Я привел этот кусочек как свидетельство, что явление, типизированное Алексеем Толстым, было в среде буржуазно-помещичьей интеллигенции весьма распространенным. В 30-е годы ученик Гурджиева Петр Успенский назовет этот феномен «низким полом», признаком вырождения. И сами вырожденцы понимали, что этому процессу должен быть положен предел. А наиболее умные из них – такие, как Блок, – знали, что они – часть загнивающего старого мира, их болезнь – его болезнь, и его гибель – их гибель.
Блок дает читателю ссылку на историю Аттиса, чтобы продемонстрировать свой стоицизм и понимание исторической предопределенности свершившегося. Поэтому, когда говорят, что Блок разочаровался в революции и умер от недостатка воздуха, я этому не верю, потому что читал его настоящее мнение о сломе эпох. Вот и в следующей своей статье «Что нам сейчас делать?» (май 1919-го) он увещевает слишком нетерпеливых, жаждущих получить все и сразу: «Мир вступил в новую эру. Та цивилизация, та государственность, та религия – умерли.

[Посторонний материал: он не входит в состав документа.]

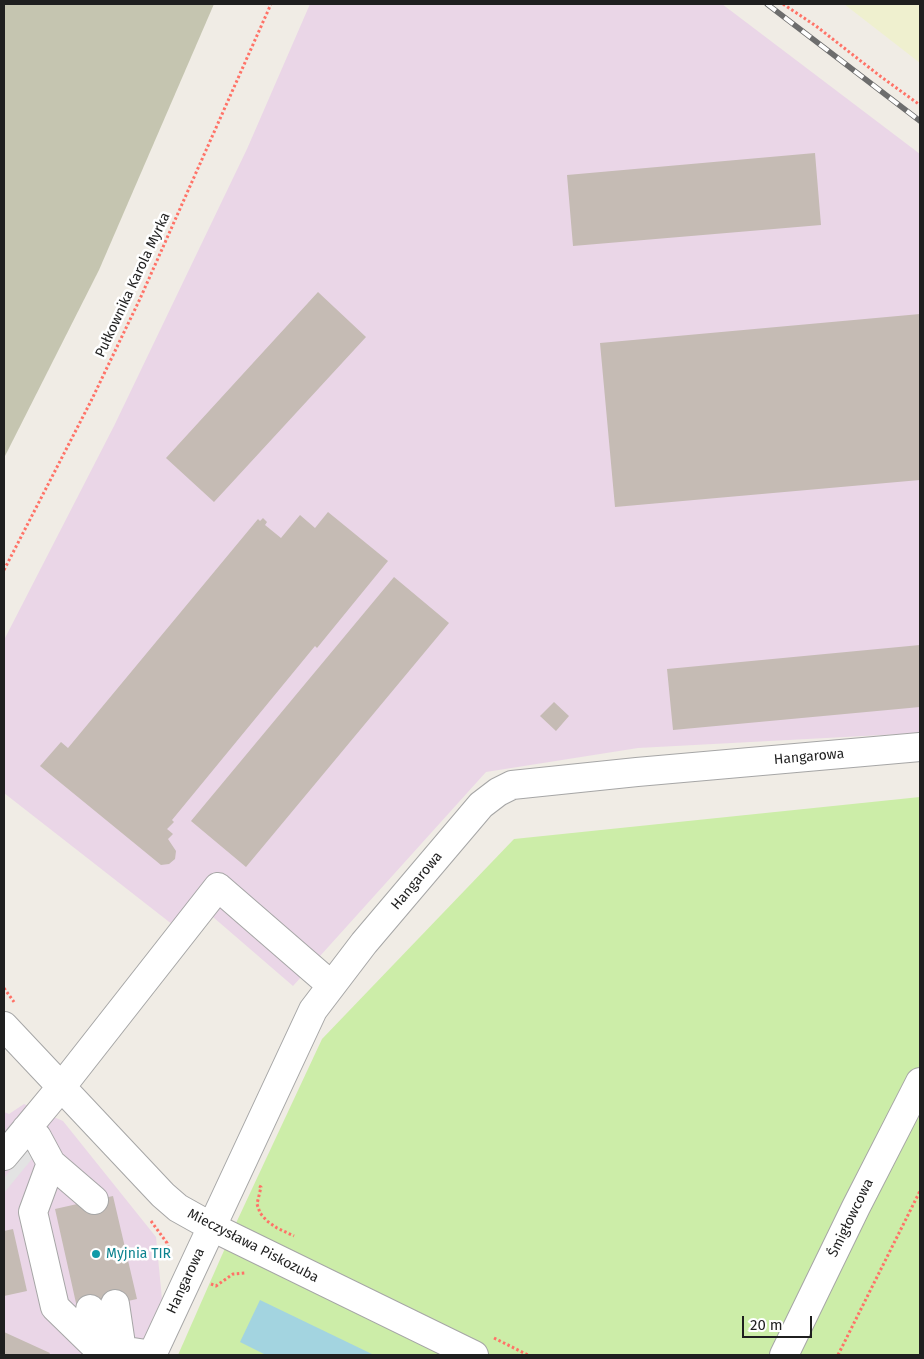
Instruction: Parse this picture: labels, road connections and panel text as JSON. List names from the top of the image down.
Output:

Они могут еще вернуться и существовать, но они утратили бытие, и мы, присутствовавшие при их смертных и уродливых корчах, может быть, осуждены теперь присутствовать при их гниении и тлении; присутствовать, доколе хватит сил у каждого из нас. Не забудьте, что Римская империя существовала еще около пятисот лет после рождения Христа. Но она только существовала, она раздувалась, гнила, тлела – уже мертвая».
А умер Блок – неважно, от эндокардита или от сифилиса, – потому что его время закончилось. Кто-то наверху точно знал, что второго пришествия своего героя Блок не дождется, – первый раз Спаситель явился, когда революция Катилины не удалась, – пришел с утешением. Но теперь революция победила, и в утешителях не нуждается. Тем более что рай небесный был официально упразднен – начиналось его строительство на земле. Первый этап этого строительства закончился не так давно, на наших глазах, и по результатам можно подумать, что проект провалился. Но я почему-то верю Блоку – он отвел на распад старого мира пять веков, и – смотрите-ка! – один из пяти уже пролетел!